Balkus’s weapon was his nailbow, a solid firepowder-charged repeater, loaded and primed. He had no intention of surrendering it. ‘Listen, that’s Sten Maker’s niece. That Spider girl is his adopted daughter or something. I’m Princep’s chief soldier and I came here because of some stuff about allies. Where’d that go all of a sudden?’ He was listening out for the thoughts of the Sarnesh command, who surely had more sense than this, but although they were certainly hearing everything second-hand, they took no steps to stop it.
Then the Mantis-kinden was there.
He was a lean, weathered man, with his ragged beard iron-grey, dressed in brown leathers and a cuirass of chitin scales, and he had a spear in his hand. His fierce gaze barely admitted to the presence of any of them there save the scarred Spider girl. Balkus had not even thought that complication through. Certainly the Ants were not a trusting breed, especially not in the wake of a military defeat, but the Mantis-kinden out-and-out hated Spiders, beyond any reason, and though Balkus knew the girl was half-Mantis by blood, that was just about the single piece of knowledge that would make matters even worse.
Still, the spearman’s stare was narrowing to focus, not on her face, but on the badge she wore.
The Ants had gone quiet, watching intently as he levelled his spear towards the woman. ‘To wear that badge undeservingly is to die,’ he snapped.
‘Are you challenging me?’ The Spider girl, Tynisa, spoke sideways, her scar tugging at her mouth.
‘You claim to have even the right to be challenged, rather than cut down where you stand?’ the Mantis demanded.
‘Enough,’ Che Maker said, not even loudly, and Balkus fully expected nobody to pay her the blindest bit of notice. The Mantis started away from her, though, staring, and the half-dozen other Mantids close by were all staring too, even those surely out of earshot. That fierce regard caught the Ants’ attention as well, so that everyone heard her next words.
‘As I have told you, and as this man has confirmed, I am Cheerwell Maker of Collegium, and I’m no man’s captive. You will not torture the Wasp-kinden, for he is mine and under my protection. You will not duel my sister, for she is mine and I forbid it. You understand me.’ There was no question at the end of her words.
The spearman bared his teeth. ‘This is not permitted!’
Balkus’s immediate assumption was that Che must have said something as she stepped forwards, some word that silenced the man and staggered every Mantis-kinden in sight. Only in the confused mental babble that followed, from the Sarnesh comparing notes, did Balkus realize that no, she had not spoken: she had simply. . It was as though there had been some sound, some great retort from that one footfall — one that only the Mantids had heard.
There was a flurry of motion from within the camp and the Moth ambassador, whom Balkus had never seen without an expression of smug self-satisfaction, came pelting out from amidst the Ants, robe flying behind him, white eyes as wide as lamps. ‘Who are you. .?’ he got out, before skidding to a halt. The Mantids had backed off, even the spearman: Tynisa was apparently off the menu. All those Inapt eyes were squarely fixed on Che, and Balkus had never seen such expressions on Mantid faces before.
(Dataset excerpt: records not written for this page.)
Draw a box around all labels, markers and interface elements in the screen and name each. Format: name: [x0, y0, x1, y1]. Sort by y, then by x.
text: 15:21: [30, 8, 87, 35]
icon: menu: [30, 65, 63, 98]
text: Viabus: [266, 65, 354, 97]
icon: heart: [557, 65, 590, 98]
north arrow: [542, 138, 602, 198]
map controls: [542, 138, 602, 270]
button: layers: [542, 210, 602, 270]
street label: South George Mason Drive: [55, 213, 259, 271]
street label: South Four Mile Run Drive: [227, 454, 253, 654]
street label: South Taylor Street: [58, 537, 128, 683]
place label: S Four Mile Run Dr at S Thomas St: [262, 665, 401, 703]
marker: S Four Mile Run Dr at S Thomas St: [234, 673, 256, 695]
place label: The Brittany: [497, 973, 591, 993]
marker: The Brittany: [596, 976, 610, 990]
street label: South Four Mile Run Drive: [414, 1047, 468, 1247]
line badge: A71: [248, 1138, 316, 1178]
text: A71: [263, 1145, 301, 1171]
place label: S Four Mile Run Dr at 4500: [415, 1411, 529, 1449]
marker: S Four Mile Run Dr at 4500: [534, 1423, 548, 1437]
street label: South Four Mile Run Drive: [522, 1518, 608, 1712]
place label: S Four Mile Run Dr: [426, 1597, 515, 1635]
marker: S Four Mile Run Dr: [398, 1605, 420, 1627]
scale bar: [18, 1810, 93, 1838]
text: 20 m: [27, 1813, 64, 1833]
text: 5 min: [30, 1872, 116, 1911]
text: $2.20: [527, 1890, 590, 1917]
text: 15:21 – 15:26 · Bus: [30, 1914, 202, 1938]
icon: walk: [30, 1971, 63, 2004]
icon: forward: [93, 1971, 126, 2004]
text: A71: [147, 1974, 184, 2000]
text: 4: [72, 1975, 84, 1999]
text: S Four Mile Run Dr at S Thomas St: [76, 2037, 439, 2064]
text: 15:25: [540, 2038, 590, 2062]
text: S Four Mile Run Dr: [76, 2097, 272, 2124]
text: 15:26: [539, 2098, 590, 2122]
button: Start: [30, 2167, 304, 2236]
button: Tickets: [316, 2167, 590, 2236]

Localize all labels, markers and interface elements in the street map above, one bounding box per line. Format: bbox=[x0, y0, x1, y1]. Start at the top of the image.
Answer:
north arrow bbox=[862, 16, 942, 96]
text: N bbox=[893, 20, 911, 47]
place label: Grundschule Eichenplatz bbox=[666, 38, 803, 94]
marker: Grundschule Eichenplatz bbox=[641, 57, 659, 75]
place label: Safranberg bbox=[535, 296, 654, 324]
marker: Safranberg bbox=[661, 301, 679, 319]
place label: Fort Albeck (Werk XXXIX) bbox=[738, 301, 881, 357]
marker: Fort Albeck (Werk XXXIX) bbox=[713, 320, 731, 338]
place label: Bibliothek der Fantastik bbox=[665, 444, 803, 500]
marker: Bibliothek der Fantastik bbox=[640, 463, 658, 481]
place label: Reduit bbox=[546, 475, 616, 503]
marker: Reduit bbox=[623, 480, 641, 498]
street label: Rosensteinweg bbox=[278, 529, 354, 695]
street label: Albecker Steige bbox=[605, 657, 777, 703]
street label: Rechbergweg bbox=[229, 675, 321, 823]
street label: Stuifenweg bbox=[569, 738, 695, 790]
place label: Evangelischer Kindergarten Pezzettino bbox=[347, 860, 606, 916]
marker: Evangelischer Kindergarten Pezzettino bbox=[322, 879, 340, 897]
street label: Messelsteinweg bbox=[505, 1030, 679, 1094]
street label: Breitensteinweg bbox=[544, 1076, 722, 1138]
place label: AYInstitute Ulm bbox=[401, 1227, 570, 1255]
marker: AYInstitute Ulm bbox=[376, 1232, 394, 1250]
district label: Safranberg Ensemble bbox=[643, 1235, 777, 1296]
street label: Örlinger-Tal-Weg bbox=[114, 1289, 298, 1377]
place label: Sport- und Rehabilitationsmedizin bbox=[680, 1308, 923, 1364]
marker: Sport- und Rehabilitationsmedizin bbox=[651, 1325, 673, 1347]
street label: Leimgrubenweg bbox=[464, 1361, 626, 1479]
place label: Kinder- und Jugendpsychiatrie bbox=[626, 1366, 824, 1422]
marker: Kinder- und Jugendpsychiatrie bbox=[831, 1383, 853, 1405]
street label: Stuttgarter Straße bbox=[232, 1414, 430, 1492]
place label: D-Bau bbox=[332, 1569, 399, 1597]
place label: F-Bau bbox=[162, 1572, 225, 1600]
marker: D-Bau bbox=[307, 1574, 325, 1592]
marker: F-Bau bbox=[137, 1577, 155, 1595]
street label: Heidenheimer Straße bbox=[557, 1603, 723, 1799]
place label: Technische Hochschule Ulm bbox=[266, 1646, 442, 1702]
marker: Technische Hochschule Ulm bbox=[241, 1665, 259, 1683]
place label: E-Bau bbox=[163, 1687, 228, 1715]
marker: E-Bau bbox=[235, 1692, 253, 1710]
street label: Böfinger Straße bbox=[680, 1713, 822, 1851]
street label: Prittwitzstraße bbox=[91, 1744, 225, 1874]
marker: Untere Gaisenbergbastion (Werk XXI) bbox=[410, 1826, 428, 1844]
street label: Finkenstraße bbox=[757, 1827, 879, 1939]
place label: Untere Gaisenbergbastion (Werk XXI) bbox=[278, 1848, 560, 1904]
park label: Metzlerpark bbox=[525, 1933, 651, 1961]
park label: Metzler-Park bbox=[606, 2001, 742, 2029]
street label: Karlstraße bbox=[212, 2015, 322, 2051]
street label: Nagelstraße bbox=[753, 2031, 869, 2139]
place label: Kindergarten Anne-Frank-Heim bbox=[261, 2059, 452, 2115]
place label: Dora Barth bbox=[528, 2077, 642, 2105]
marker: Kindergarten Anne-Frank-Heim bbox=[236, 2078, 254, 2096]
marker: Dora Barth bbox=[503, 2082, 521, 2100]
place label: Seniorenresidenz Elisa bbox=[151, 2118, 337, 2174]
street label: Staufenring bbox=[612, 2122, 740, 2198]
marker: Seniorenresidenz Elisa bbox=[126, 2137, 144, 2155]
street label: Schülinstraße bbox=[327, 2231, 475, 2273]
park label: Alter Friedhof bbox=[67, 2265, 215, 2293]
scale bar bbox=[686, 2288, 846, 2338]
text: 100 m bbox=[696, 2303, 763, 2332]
There was an awkward moment as Sarnesh thoughts shuttled back and forth, trying to weave some sense out of it. ‘I don’t know what you just did,’ the Sarnesh officer snapped at last, desperately trying to keep hold of the situation, ‘but it won’t wash with me.’ His voice grew more strained as the hostility of the Mantids seemed to be turning on him, now it had been deflected from elsewhere, and the Moth was making some gesture as if to shut him up. ‘It’ll take more than the word of this renegade to vouch for you.’